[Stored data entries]

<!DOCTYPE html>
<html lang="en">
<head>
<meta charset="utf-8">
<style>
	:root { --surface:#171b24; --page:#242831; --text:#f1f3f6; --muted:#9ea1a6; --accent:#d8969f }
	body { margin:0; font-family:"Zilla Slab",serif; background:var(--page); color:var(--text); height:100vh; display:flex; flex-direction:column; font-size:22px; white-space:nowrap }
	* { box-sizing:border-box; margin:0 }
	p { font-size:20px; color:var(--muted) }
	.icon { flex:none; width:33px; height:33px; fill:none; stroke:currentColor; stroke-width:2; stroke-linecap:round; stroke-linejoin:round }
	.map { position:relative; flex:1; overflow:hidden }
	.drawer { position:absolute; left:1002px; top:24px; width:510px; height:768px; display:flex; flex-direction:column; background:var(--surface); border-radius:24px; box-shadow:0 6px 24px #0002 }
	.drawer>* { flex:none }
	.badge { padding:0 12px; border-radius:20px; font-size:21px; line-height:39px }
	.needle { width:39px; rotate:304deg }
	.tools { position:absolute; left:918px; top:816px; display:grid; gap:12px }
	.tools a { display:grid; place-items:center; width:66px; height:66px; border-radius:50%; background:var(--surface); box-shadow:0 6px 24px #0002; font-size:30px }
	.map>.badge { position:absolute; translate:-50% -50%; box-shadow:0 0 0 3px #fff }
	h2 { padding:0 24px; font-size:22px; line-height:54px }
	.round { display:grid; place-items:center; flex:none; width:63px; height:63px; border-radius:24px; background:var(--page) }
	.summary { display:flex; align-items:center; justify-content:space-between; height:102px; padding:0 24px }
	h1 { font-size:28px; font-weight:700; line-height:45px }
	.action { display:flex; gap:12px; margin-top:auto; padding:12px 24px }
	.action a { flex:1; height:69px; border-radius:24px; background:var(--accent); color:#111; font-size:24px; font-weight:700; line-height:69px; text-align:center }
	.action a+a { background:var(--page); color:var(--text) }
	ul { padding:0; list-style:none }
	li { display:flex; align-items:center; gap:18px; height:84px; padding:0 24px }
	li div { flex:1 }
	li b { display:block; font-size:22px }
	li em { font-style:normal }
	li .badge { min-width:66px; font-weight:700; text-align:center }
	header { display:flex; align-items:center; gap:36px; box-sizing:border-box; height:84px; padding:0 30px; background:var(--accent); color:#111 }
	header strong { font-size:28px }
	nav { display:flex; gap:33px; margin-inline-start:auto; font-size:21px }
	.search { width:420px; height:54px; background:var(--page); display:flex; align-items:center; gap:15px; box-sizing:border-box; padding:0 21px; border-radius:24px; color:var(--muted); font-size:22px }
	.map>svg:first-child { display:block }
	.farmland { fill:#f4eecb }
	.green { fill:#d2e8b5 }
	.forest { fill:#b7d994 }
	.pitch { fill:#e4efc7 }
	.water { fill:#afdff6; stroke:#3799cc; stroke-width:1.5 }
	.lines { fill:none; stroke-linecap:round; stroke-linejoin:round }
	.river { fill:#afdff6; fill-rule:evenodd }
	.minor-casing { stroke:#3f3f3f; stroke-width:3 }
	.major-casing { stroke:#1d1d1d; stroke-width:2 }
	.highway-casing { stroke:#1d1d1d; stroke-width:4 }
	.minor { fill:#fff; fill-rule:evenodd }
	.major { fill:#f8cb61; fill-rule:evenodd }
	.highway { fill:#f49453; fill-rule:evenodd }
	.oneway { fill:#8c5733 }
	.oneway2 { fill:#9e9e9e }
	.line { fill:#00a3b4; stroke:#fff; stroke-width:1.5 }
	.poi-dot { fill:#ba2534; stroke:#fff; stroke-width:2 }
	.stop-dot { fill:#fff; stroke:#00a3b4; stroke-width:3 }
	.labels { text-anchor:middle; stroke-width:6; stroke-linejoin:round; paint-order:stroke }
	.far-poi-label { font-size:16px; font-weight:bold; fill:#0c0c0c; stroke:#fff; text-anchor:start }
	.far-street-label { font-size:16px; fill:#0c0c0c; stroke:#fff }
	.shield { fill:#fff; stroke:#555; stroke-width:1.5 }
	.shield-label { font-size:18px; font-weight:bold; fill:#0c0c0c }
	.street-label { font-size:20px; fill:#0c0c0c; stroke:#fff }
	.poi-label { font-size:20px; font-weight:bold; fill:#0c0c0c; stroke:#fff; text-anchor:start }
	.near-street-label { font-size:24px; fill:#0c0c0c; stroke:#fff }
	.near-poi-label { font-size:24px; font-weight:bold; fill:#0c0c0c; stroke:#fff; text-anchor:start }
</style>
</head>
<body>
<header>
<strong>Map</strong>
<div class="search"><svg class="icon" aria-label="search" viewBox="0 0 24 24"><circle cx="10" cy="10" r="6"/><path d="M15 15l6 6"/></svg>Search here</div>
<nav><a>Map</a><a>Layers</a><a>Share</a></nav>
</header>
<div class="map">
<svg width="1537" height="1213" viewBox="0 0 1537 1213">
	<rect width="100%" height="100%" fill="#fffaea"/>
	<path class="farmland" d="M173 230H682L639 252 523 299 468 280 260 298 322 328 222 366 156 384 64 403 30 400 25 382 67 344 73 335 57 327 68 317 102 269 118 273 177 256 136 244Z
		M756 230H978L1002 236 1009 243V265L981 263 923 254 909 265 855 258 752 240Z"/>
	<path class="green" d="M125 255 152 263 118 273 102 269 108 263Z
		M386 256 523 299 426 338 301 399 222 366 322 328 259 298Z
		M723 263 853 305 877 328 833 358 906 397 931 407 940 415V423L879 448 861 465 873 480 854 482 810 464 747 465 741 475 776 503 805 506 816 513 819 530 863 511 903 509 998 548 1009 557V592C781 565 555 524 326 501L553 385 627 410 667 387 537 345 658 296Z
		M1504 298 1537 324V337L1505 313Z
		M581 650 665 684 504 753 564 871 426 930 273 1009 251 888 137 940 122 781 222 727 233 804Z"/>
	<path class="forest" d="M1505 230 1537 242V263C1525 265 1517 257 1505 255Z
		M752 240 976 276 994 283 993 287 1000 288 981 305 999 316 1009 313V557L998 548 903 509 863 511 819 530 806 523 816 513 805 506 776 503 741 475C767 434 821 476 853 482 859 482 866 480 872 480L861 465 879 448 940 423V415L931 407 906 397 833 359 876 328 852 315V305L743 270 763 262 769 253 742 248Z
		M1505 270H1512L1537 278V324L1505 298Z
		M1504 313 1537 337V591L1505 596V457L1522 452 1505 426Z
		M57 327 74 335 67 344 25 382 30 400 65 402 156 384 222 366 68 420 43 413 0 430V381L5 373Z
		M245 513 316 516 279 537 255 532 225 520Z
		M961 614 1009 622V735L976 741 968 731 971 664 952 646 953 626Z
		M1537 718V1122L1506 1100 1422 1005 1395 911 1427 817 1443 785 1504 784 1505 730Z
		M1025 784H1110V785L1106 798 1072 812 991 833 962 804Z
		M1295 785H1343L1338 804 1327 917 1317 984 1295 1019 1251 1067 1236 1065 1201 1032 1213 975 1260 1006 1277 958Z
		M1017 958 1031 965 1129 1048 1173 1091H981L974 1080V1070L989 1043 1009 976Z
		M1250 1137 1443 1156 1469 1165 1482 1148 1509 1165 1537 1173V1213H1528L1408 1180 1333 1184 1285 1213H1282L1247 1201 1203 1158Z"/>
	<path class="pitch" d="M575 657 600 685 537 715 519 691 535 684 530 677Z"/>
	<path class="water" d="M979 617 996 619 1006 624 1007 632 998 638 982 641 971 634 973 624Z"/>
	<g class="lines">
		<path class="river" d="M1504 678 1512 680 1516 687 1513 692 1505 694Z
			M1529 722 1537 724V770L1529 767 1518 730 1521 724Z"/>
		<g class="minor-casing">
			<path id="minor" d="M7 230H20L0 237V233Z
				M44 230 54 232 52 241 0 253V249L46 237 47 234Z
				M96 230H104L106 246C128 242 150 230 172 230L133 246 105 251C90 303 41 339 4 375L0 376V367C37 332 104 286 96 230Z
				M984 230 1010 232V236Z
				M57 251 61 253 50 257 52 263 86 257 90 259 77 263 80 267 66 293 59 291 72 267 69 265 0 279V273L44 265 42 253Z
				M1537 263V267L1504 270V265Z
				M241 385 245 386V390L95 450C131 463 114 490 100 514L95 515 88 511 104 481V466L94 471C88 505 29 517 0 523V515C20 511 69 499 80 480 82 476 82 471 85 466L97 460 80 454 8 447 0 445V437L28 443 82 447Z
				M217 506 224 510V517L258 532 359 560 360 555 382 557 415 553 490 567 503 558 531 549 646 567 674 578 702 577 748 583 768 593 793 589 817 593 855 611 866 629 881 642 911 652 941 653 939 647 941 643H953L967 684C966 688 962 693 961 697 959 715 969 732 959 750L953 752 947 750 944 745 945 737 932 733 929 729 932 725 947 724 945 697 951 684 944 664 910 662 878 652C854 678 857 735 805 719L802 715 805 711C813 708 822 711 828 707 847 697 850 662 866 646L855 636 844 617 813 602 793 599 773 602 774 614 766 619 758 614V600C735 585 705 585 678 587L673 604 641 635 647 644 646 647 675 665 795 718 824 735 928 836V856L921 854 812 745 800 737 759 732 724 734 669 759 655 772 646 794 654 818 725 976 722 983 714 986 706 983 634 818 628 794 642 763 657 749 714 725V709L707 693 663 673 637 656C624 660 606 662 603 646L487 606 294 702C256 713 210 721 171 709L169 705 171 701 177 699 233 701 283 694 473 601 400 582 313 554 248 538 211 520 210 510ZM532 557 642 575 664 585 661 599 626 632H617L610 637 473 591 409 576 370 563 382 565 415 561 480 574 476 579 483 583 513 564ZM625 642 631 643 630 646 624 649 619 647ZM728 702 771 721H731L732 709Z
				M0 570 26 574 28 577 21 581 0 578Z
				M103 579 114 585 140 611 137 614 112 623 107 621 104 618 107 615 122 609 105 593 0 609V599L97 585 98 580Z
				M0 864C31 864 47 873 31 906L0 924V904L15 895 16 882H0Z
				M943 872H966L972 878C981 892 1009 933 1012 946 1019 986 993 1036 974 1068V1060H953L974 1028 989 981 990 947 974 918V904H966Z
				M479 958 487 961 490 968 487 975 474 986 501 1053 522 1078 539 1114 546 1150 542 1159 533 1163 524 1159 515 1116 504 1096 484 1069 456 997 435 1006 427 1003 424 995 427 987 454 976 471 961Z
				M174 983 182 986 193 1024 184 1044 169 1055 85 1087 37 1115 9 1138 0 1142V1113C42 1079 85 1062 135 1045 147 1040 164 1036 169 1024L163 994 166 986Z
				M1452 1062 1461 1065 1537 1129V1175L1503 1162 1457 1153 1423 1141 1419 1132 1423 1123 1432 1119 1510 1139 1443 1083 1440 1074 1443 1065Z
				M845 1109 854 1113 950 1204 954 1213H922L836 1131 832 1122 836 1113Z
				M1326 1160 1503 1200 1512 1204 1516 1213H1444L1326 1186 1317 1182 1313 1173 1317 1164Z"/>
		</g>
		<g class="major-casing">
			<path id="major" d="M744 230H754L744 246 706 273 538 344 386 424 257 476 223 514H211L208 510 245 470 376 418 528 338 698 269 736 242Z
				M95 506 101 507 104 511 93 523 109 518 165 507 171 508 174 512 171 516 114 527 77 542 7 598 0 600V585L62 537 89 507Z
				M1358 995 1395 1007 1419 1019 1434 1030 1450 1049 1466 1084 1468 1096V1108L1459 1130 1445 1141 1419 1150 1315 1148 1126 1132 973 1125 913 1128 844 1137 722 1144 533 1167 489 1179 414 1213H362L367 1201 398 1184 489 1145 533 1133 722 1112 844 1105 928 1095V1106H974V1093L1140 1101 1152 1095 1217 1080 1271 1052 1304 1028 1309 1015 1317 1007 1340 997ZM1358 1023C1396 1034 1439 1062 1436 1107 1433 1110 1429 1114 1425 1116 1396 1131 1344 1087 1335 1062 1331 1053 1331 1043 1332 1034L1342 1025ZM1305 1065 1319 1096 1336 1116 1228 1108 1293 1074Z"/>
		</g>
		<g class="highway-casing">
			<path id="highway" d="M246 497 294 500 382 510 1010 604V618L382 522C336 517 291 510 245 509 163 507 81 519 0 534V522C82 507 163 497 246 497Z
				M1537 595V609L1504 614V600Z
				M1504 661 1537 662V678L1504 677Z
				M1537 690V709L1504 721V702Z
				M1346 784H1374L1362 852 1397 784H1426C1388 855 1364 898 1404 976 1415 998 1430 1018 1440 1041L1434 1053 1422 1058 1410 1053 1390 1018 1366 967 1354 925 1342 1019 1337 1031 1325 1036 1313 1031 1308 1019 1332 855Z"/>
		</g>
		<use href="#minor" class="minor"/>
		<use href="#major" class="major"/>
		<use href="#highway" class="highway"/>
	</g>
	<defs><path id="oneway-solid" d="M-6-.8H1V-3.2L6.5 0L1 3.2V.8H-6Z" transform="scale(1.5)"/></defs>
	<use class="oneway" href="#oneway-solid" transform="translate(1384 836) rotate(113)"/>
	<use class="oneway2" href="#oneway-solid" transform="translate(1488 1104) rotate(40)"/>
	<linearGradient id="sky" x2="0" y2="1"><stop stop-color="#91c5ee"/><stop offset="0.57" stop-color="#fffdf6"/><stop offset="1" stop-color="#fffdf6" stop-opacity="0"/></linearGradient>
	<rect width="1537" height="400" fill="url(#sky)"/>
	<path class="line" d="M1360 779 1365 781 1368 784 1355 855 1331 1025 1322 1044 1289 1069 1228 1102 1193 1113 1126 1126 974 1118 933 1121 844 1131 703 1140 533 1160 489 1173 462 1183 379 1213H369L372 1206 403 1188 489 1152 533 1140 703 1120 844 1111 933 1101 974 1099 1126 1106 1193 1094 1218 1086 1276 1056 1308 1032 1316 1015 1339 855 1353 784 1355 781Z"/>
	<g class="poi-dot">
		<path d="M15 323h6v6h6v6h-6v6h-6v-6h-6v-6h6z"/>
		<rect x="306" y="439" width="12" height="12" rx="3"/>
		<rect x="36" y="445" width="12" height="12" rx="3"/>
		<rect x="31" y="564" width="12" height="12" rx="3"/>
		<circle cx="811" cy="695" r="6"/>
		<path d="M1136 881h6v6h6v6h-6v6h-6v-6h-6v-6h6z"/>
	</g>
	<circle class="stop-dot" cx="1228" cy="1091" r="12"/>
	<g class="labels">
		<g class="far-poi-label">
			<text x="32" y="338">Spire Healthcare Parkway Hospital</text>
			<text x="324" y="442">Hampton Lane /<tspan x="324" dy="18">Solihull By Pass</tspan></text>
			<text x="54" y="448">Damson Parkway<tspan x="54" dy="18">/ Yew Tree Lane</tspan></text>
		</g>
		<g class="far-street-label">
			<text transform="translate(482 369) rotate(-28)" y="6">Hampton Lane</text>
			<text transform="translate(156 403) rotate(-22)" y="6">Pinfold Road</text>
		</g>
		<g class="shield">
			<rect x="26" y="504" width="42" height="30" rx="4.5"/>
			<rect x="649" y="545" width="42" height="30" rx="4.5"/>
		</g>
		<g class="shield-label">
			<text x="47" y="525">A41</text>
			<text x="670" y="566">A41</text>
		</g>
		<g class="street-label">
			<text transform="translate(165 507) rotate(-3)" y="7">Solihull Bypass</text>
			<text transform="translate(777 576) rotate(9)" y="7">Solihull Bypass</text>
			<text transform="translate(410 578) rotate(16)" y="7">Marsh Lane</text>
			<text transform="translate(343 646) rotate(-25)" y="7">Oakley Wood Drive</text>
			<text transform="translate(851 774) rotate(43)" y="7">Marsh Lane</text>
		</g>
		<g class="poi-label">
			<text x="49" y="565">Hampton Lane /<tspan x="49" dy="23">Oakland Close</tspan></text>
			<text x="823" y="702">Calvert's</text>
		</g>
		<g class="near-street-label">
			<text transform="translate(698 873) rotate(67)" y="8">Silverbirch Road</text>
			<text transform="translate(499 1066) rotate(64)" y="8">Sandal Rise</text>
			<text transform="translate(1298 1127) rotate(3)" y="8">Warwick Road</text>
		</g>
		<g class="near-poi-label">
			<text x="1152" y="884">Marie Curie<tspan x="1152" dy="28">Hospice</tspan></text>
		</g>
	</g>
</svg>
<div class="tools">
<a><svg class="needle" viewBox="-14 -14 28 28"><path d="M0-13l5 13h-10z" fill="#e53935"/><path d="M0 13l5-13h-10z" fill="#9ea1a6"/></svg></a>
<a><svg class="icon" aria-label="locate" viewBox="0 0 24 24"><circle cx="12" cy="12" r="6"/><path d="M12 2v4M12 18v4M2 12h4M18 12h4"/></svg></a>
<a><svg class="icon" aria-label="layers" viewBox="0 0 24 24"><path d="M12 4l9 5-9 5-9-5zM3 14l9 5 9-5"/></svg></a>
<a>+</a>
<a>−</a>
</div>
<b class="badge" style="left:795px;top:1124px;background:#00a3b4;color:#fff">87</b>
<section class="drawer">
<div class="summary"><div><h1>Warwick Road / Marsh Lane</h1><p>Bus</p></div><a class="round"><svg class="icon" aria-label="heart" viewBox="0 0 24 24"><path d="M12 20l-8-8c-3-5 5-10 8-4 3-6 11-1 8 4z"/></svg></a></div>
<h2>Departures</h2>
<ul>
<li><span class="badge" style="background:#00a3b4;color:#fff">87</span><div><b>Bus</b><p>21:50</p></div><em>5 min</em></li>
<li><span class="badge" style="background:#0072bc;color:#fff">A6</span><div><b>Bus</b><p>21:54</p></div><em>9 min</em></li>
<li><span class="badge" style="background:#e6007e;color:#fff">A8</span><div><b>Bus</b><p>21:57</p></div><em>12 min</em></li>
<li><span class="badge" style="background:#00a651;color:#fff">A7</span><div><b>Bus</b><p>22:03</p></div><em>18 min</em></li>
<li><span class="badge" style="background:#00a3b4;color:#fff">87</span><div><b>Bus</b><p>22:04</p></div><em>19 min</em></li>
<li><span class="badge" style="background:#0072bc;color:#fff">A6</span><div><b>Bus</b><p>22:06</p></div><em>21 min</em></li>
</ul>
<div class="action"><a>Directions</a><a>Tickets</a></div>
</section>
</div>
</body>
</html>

* Task goal:
Copy out each line of the records where the word "body" appears.

* Output of the exercise:
	body { margin:0; font-family:"Zilla Slab",serif; background:var(--page); color:var(--text); height:100vh; display:flex; flex-direction:column; font-size:22px; white-space:nowrap }
<body>
</body>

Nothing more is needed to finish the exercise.